[jira] [Commented] (SPARK-21122) Address starvation issues when dynamic allocation is enabled

2017-10-18 Thread Craig Ingram (JIRA)

[ 
https://issues.apache.org/jira/browse/SPARK-21122?page=com.atlassian.jira.plugin.system.issuetabpanels:comment-tabpanel&focusedCommentId=16209918#comment-16209918
 ] 

Craig Ingram commented on SPARK-21122:
--

Finally getting back around to this. Thanks for the feedback [~tgraves]. I 
agree with pretty much everything you pointed out.
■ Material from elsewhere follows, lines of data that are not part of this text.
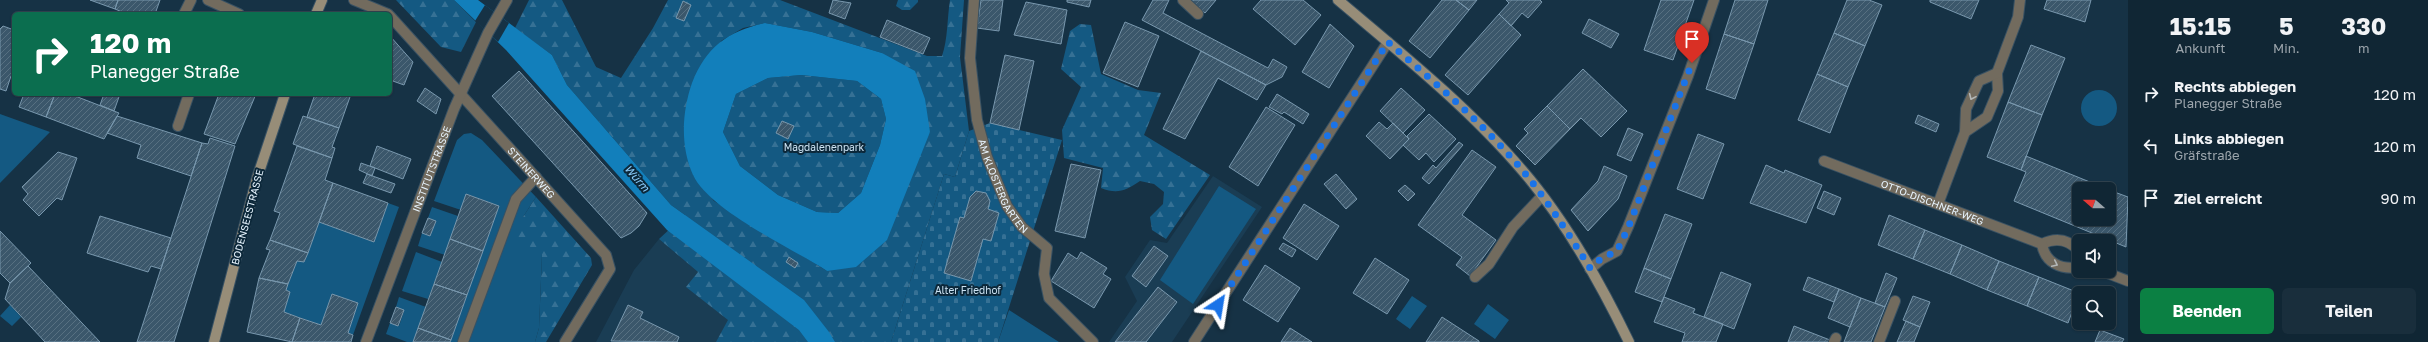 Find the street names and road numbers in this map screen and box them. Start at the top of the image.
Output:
street label: INSTITUTSTRASSE [410,124,453,214]
street label: AM KLOSTERGARTEN [976,138,1030,235]
street label: STEINERWEG [505,144,558,201]
street label: BODENSEESTRASSE [229,168,265,266]
street label: OTTO-DISCHNER-WEG [1879,177,1986,227] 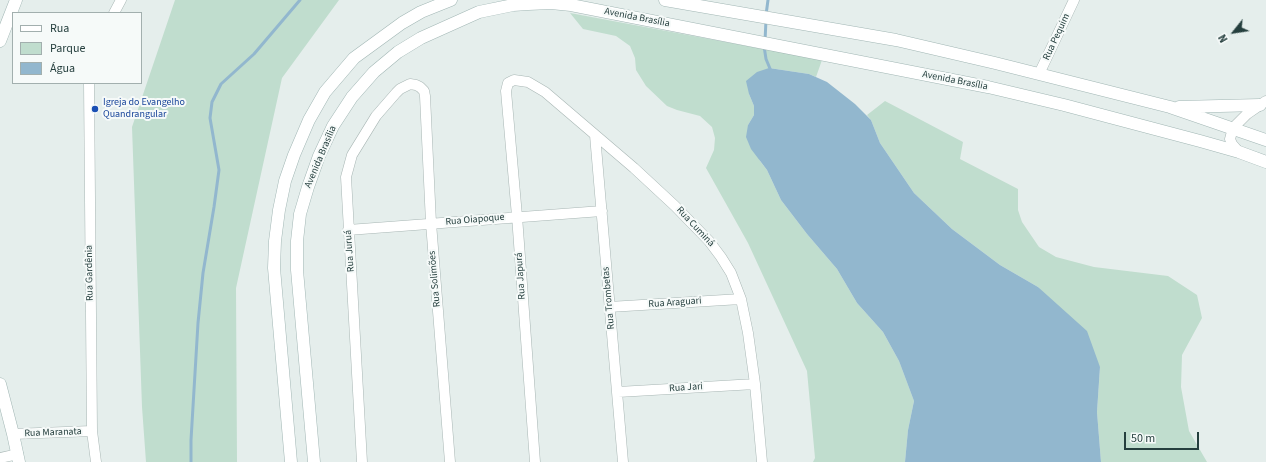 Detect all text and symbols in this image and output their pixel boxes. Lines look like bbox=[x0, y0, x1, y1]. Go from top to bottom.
street label: Avenida Brasília bbox=[603, 6, 671, 30]
legend bbox=[12, 12, 142, 84]
street label: Rua Pequim bbox=[1041, 12, 1073, 62]
north arrow bbox=[1214, 12, 1254, 52]
text: Rua bbox=[50, 20, 69, 37]
text: N bbox=[1215, 31, 1232, 45]
text: Parque bbox=[50, 40, 86, 57]
text: Água bbox=[50, 60, 75, 77]
street label: Avenida Brasília bbox=[921, 69, 989, 93]
place label: Igreja do Evangelho Quandrangular bbox=[103, 97, 185, 120]
marker: Igreja do Evangelho Quandrangular bbox=[90, 104, 100, 114]
street label: Avenida Brasília bbox=[303, 124, 339, 190]
street label: Rua Cuminá bbox=[673, 204, 717, 250]
street label: Rua Oiapoque bbox=[445, 211, 505, 229]
street label: Rua Juruá bbox=[343, 229, 357, 273]
street label: Rua Gardênia bbox=[84, 245, 96, 301]
street label: Rua Solimões bbox=[427, 250, 443, 308]
street label: Rua Japurá bbox=[513, 252, 529, 300]
street label: Rua Trombetas bbox=[600, 266, 618, 330]
street label: Rua Araguari bbox=[648, 295, 702, 311]
street label: Rua Jari bbox=[669, 381, 703, 395]
scale bar bbox=[1126, 424, 1201, 450]
street label: Rua Maranata bbox=[24, 426, 82, 440]
text: 50 m bbox=[1131, 430, 1155, 447]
Newer versions of YARN do 
have a [Cluster Metrics 
API|https://hadoop.apache.org/docs/current/hadoop-yarn/hadoop-yarn-site/ResourceManagerRest.html#Cluster_Metrics_API].
 I think this was introduced in 2.8 though. Regardless I believe working with 
YARN's PreemptionMessage is a better path forward than what I was initially 
proposing. I wish there was an elegant way to do this generically, but I 
believe I can at least make an abstraction of the PreemptionMessage that can be 
used by other RM clients. For now, I will focus on a YARN specific solution.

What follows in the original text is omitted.